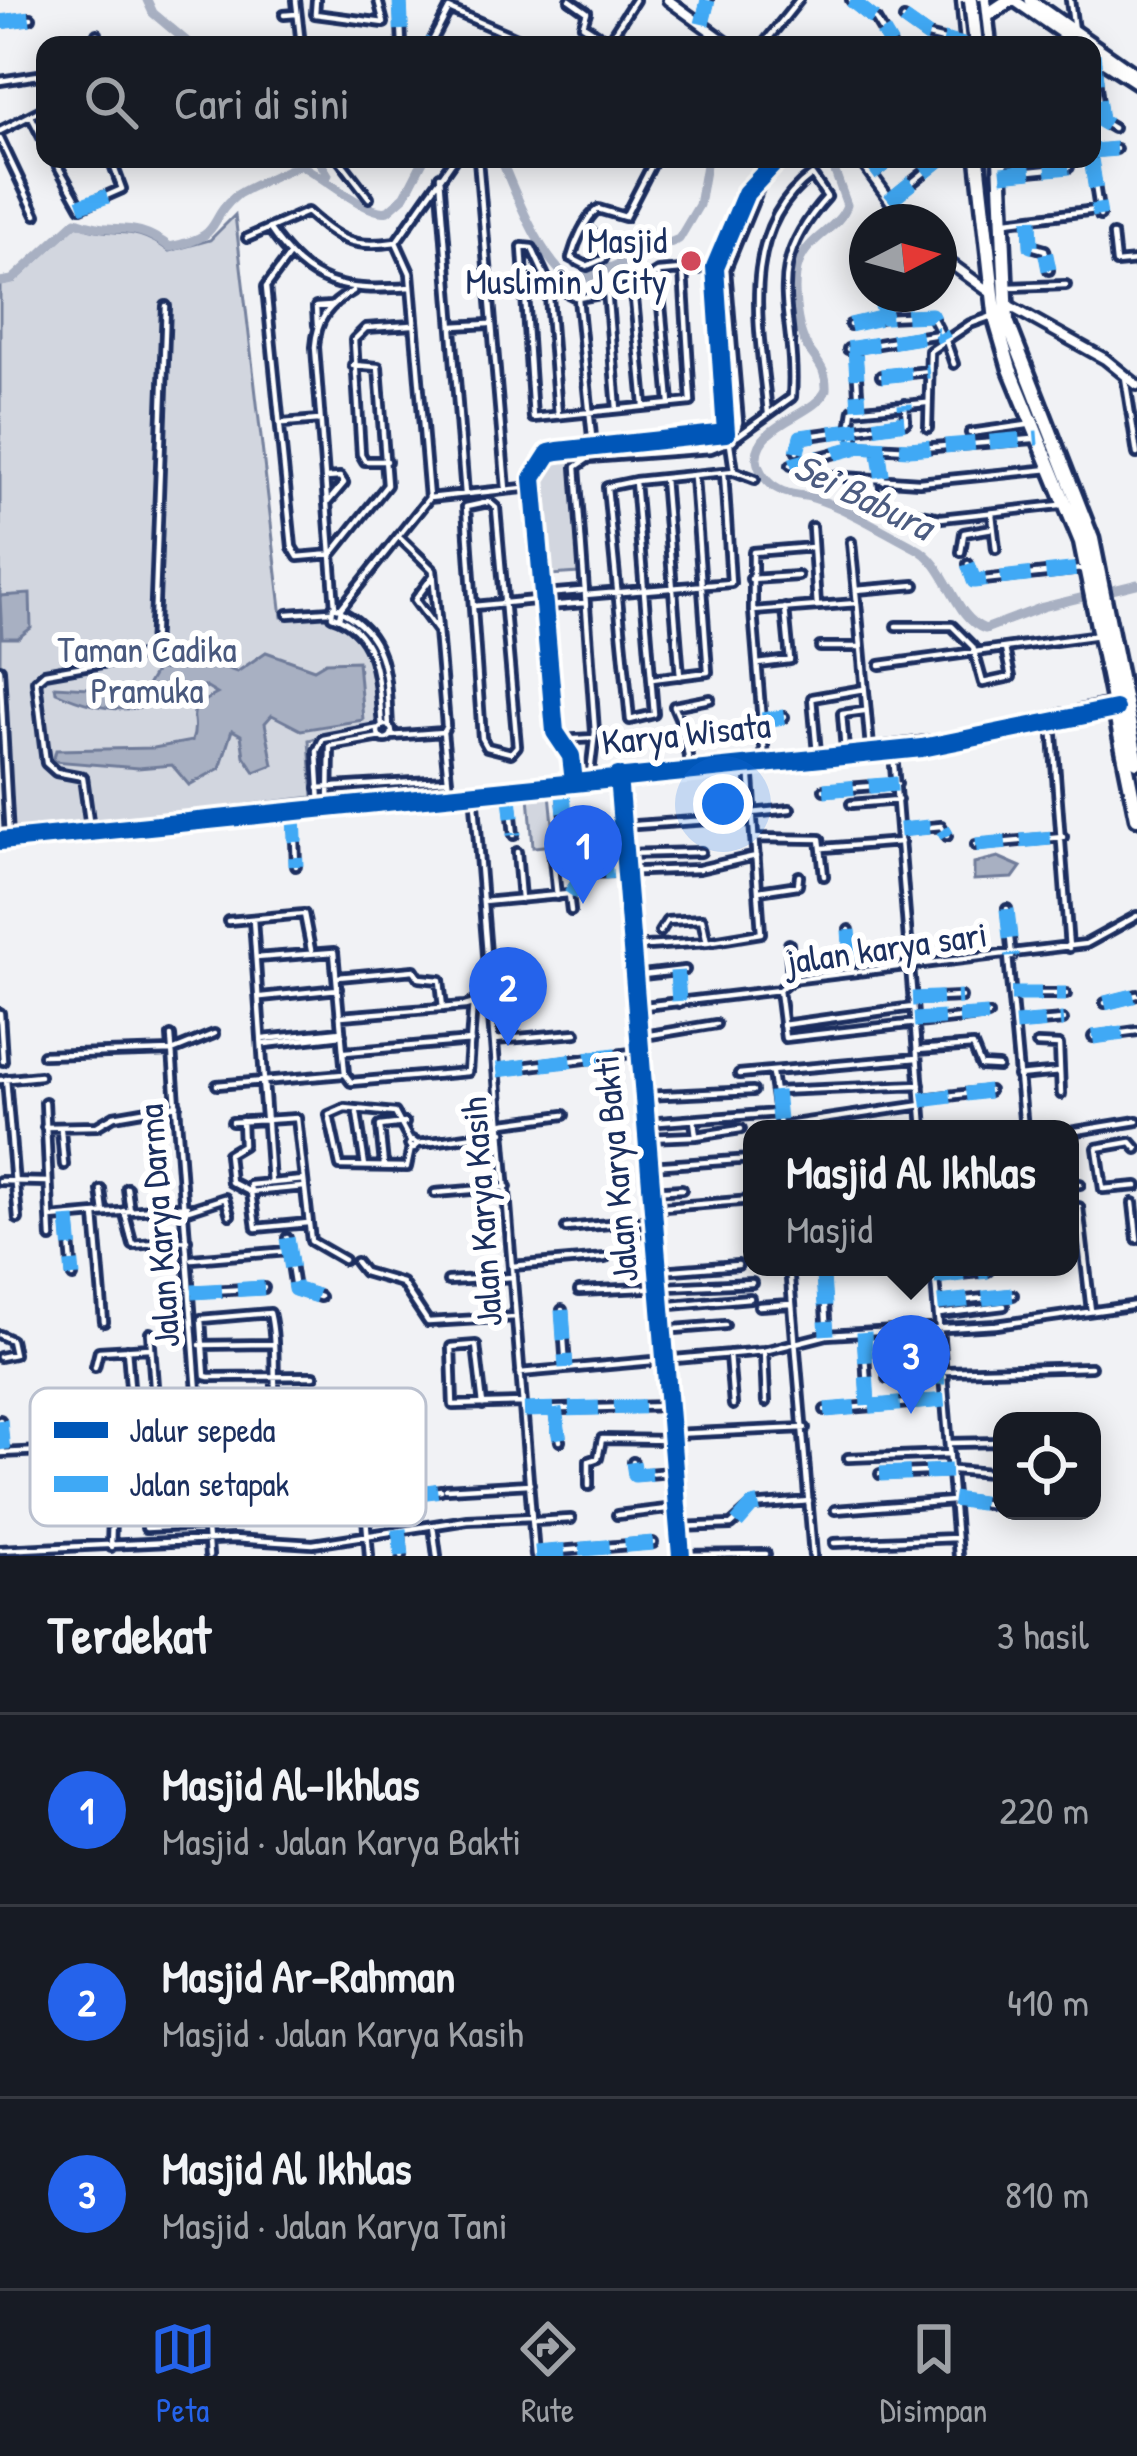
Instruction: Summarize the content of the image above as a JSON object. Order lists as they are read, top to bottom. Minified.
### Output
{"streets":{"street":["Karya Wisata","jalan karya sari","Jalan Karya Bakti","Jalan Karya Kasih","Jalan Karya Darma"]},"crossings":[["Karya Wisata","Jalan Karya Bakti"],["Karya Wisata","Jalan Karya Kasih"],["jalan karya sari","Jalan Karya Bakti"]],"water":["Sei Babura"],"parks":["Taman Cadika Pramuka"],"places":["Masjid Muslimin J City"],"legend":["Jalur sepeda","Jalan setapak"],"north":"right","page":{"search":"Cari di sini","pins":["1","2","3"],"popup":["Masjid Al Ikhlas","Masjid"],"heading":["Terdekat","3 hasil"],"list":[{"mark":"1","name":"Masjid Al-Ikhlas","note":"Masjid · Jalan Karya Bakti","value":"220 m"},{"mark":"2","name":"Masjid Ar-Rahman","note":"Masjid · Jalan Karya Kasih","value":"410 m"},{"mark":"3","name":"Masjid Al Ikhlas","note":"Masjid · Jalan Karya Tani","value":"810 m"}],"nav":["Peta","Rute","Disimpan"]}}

+++++

### What is expected
Without copying any picture, repeat the full listing above word for word.

### Answer to this exercise
Instruction: Summarize the content of the image above as a JSON object. Order lists as they are read, top to bottom. Minified.
### Output
{"streets":{"street":["Karya Wisata","jalan karya sari","Jalan Karya Bakti","Jalan Karya Kasih","Jalan Karya Darma"]},"crossings":[["Karya Wisata","Jalan Karya Bakti"],["Karya Wisata","Jalan Karya Kasih"],["jalan karya sari","Jalan Karya Bakti"]],"water":["Sei Babura"],"parks":["Taman Cadika Pramuka"],"places":["Masjid Muslimin J City"],"legend":["Jalur sepeda","Jalan setapak"],"north":"right","page":{"search":"Cari di sini","pins":["1","2","3"],"popup":["Masjid Al Ikhlas","Masjid"],"heading":["Terdekat","3 hasil"],"list":[{"mark":"1","name":"Masjid Al-Ikhlas","note":"Masjid · Jalan Karya Bakti","value":"220 m"},{"mark":"2","name":"Masjid Ar-Rahman","note":"Masjid · Jalan Karya Kasih","value":"410 m"},{"mark":"3","name":"Masjid Al Ikhlas","note":"Masjid · Jalan Karya Tani","value":"810 m"}],"nav":["Peta","Rute","Disimpan"]}}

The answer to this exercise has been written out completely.